BEGIN MATERIAL FOR THIS TASK

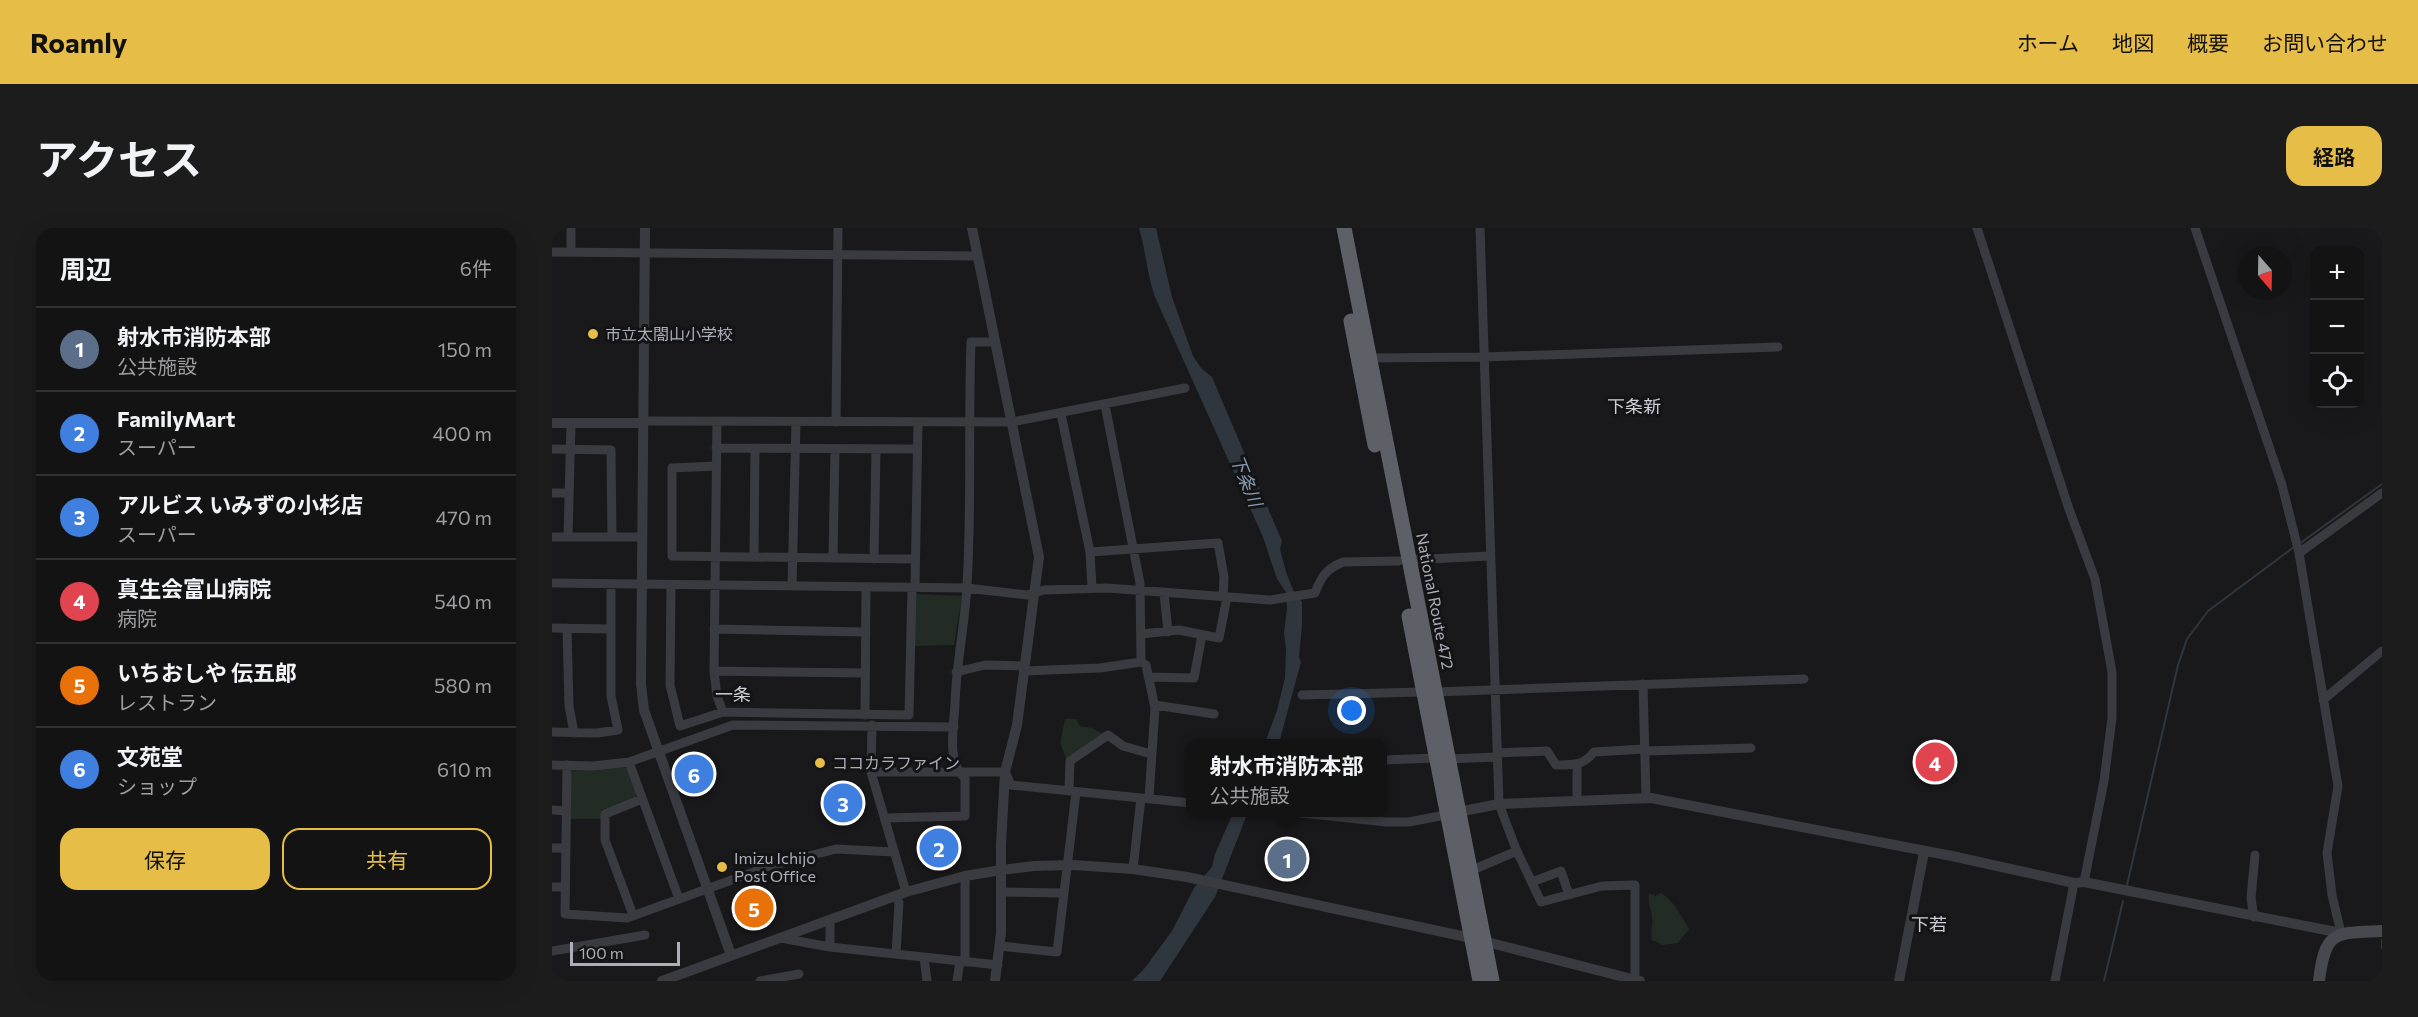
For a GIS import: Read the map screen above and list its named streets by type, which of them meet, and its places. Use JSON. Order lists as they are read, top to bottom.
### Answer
{
  "streets": {
    "highway": ["National Route 472"]
  },
  "districts": ["下条新", "一条", "下若"],
  "water": ["下条川"],
  "places": ["市立太閤山小学校", "ココカラファイン", "Imizu Ichijo Post Office"],
  "scale_bar": "100 m",
  "north": "bottom",
  "page": {
    "header": "Roamly",
    "nav": [
      "ホーム",
      "地図",
      "概要",
      "お問い合わせ"
    ],
    "title": "アクセス",
    "buttons": [
      "経路",
      ["保存", "共有"]
    ],
    "heading": ["周辺", "6件"],
    "map_buttons": ["+", "−"],
    "list": [
      {
        "mark": "1",
        "name": "射水市消防本部",
        "note": "公共施設",
        "value": "150 m"
      },
      {
        "mark": "2",
        "name": "FamilyMart",
        "note": "スーパー",
        "value": "400 m"
      },
      {
        "mark": "3",
        "name": "アルビス いみずの小杉店",
        "note": "スーパー",
        "value": "470 m"
      },
      {
        "mark": "4",
        "name": "真生会富山病院",
        "note": "病院",
        "value": "540 m"
      },
      {
        "mark": "5",
        "name": "いちおしや 伝五郎",
        "note": "レストラン",
        "value": "580 m"
      },
      {
        "mark": "6",
        "name": "文苑堂",
        "note": "ショップ",
        "value": "610 m"
      }
    ],
    "popup": ["射水市消防本部", "公共施設"],
    "pins": [
      "4",
      "6",
      "3",
      "2",
      "1",
      "5"
    ],
    "scale": "100 m"
  }
}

END MATERIAL FOR THIS TASK

*EXERCISE OBJECTIVE*.
Exclude every picture, then reproduce the remaining data character for character.

*ANSWER SPACE*.
For a GIS import: Read the map screen above and list its named streets by type, which of them meet, and its places. Use JSON. Order lists as they are read, top to bottom.
### Answer
{
  "streets": {
    "highway": ["National Route 472"]
  },
  "districts": ["下条新", "一条", "下若"],
  "water": ["下条川"],
  "places": ["市立太閤山小学校", "ココカラファイン", "Imizu Ichijo Post Office"],
  "scale_bar": "100 m",
  "north": "bottom",
  "page": {
    "header": "Roamly",
    "nav": [
      "ホーム",
      "地図",
      "概要",
      "お問い合わせ"
    ],
    "title": "アクセス",
    "buttons": [
      "経路",
      ["保存", "共有"]
    ],
    "heading": ["周辺", "6件"],
    "map_buttons": ["+", "−"],
    "list": [
      {
        "mark": "1",
        "name": "射水市消防本部",
        "note": "公共施設",
        "value": "150 m"
      },
      {
        "mark": "2",
        "name": "FamilyMart",
        "note": "スーパー",
        "value": "400 m"
      },
      {
        "mark": "3",
        "name": "アルビス いみずの小杉店",
        "note": "スーパー",
        "value": "470 m"
      },
      {
        "mark": "4",
        "name": "真生会富山病院",
        "note": "病院",
        "value": "540 m"
      },
      {
        "mark": "5",
        "name": "いちおしや 伝五郎",
        "note": "レストラン",
        "value": "580 m"
      },
      {
        "mark": "6",
        "name": "文苑堂",
        "note": "ショップ",
        "value": "610 m"
      }
    ],
    "popup": ["射水市消防本部", "公共施設"],
    "pins": [
      "4",
      "6",
      "3",
      "2",
      "1",
      "5"
    ],
    "scale": "100 m"
  }
}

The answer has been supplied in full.